Problem to solve — Return the line that contains "context.fill(dot);" plus every line after it to the end of the entries below, exactly as given, and stop there.

*** Opening of Material supplied ***

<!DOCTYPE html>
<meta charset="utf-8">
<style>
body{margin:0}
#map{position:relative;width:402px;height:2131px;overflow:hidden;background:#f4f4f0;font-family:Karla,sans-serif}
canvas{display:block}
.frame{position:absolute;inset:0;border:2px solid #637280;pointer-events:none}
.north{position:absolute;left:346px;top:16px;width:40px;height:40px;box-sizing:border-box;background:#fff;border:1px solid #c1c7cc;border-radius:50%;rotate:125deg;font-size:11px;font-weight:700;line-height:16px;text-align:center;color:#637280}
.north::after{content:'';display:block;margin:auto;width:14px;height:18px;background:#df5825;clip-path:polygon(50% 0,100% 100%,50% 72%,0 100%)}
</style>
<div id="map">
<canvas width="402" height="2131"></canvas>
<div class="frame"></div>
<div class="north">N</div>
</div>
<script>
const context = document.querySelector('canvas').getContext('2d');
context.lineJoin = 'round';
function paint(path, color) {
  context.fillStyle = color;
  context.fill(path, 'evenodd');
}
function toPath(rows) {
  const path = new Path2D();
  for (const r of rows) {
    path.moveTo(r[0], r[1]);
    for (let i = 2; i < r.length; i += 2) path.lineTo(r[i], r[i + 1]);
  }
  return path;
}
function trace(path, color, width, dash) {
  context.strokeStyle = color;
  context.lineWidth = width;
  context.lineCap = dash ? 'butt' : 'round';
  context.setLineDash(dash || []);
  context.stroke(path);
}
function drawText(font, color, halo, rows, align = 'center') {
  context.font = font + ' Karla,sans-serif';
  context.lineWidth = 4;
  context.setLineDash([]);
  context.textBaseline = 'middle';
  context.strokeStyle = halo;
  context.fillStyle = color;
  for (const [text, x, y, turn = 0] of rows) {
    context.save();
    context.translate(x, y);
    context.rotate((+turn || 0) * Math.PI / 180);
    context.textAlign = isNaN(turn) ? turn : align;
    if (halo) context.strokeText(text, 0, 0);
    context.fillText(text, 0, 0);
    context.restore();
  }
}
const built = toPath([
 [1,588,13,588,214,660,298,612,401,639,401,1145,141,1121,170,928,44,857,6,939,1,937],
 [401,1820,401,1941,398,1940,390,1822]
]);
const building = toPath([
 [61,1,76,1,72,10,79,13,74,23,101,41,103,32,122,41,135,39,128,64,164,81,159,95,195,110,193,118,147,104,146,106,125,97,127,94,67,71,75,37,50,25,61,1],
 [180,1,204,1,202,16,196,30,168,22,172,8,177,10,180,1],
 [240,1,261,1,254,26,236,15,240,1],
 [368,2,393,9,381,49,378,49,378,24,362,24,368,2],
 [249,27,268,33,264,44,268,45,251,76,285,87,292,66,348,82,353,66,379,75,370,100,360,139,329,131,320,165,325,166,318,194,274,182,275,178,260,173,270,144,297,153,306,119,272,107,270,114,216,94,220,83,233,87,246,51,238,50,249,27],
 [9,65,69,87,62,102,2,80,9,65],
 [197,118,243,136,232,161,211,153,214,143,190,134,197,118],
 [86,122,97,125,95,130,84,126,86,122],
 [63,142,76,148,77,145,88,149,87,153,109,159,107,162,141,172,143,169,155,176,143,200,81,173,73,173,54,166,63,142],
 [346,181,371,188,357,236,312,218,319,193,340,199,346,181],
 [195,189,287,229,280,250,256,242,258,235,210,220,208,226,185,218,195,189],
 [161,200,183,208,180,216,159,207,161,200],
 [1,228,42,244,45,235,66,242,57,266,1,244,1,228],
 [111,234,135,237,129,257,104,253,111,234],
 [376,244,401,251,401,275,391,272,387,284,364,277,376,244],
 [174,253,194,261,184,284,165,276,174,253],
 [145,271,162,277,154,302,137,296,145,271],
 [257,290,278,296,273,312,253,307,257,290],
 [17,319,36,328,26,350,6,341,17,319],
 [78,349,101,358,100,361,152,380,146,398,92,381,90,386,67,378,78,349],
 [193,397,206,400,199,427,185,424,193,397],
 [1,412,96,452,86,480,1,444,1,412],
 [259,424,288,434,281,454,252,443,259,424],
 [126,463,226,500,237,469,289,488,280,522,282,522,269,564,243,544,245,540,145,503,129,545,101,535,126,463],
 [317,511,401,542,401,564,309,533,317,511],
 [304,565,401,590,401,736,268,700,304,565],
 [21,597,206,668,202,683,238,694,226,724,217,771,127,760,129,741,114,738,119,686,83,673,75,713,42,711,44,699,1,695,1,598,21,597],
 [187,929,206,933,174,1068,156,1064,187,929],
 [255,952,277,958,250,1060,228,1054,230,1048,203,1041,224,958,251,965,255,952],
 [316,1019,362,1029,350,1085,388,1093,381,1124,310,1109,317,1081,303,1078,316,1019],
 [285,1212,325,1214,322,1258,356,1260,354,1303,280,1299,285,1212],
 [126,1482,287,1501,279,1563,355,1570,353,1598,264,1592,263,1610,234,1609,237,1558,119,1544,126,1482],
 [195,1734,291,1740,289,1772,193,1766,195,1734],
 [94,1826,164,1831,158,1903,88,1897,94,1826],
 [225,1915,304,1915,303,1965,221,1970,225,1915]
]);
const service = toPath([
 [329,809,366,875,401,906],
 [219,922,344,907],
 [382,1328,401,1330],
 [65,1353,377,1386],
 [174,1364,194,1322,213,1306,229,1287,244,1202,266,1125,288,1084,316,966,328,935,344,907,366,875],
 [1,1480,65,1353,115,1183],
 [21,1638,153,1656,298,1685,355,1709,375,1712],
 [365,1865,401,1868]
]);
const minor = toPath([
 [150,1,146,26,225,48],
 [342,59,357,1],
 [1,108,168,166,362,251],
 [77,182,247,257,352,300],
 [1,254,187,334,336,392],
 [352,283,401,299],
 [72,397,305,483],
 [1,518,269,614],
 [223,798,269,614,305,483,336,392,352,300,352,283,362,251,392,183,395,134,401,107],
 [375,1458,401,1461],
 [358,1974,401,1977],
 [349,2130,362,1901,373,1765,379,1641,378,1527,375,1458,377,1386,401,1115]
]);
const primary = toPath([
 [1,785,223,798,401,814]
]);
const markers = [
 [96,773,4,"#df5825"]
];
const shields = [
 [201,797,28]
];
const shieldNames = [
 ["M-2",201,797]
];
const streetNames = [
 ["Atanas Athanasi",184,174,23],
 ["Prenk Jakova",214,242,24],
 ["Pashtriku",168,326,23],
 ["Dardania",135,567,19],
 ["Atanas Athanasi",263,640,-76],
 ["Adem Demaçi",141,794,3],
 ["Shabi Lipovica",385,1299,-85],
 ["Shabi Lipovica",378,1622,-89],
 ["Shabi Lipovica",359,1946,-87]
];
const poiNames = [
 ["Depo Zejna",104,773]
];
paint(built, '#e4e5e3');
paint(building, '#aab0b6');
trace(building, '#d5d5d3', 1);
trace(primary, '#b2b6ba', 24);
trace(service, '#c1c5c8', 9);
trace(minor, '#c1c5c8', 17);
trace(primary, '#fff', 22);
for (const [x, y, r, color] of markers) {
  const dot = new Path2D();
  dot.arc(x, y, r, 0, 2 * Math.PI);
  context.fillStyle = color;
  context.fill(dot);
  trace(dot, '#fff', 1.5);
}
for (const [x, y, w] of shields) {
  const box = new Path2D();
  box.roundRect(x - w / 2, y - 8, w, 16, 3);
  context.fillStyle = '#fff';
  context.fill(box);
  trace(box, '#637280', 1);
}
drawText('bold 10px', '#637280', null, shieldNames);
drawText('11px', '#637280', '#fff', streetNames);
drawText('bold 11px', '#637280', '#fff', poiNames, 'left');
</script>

*** Close of Material supplied ***

Expected output —
  context.fill(dot);
  trace(dot, '#fff', 1.5);
}
for (const [x, y, w] of shields) {
  const box = new Path2D();
  box.roundRect(x - w / 2, y - 8, w, 16, 3);
  context.fillStyle = '#fff';
  context.fill(box);
  trace(box, '#637280', 1);
}
drawText('bold 10px', '#637280', null, shieldNames);
drawText('11px', '#637280', '#fff', streetNames);
drawText('bold 11px', '#637280', '#fff', poiNames, 'left');
</script>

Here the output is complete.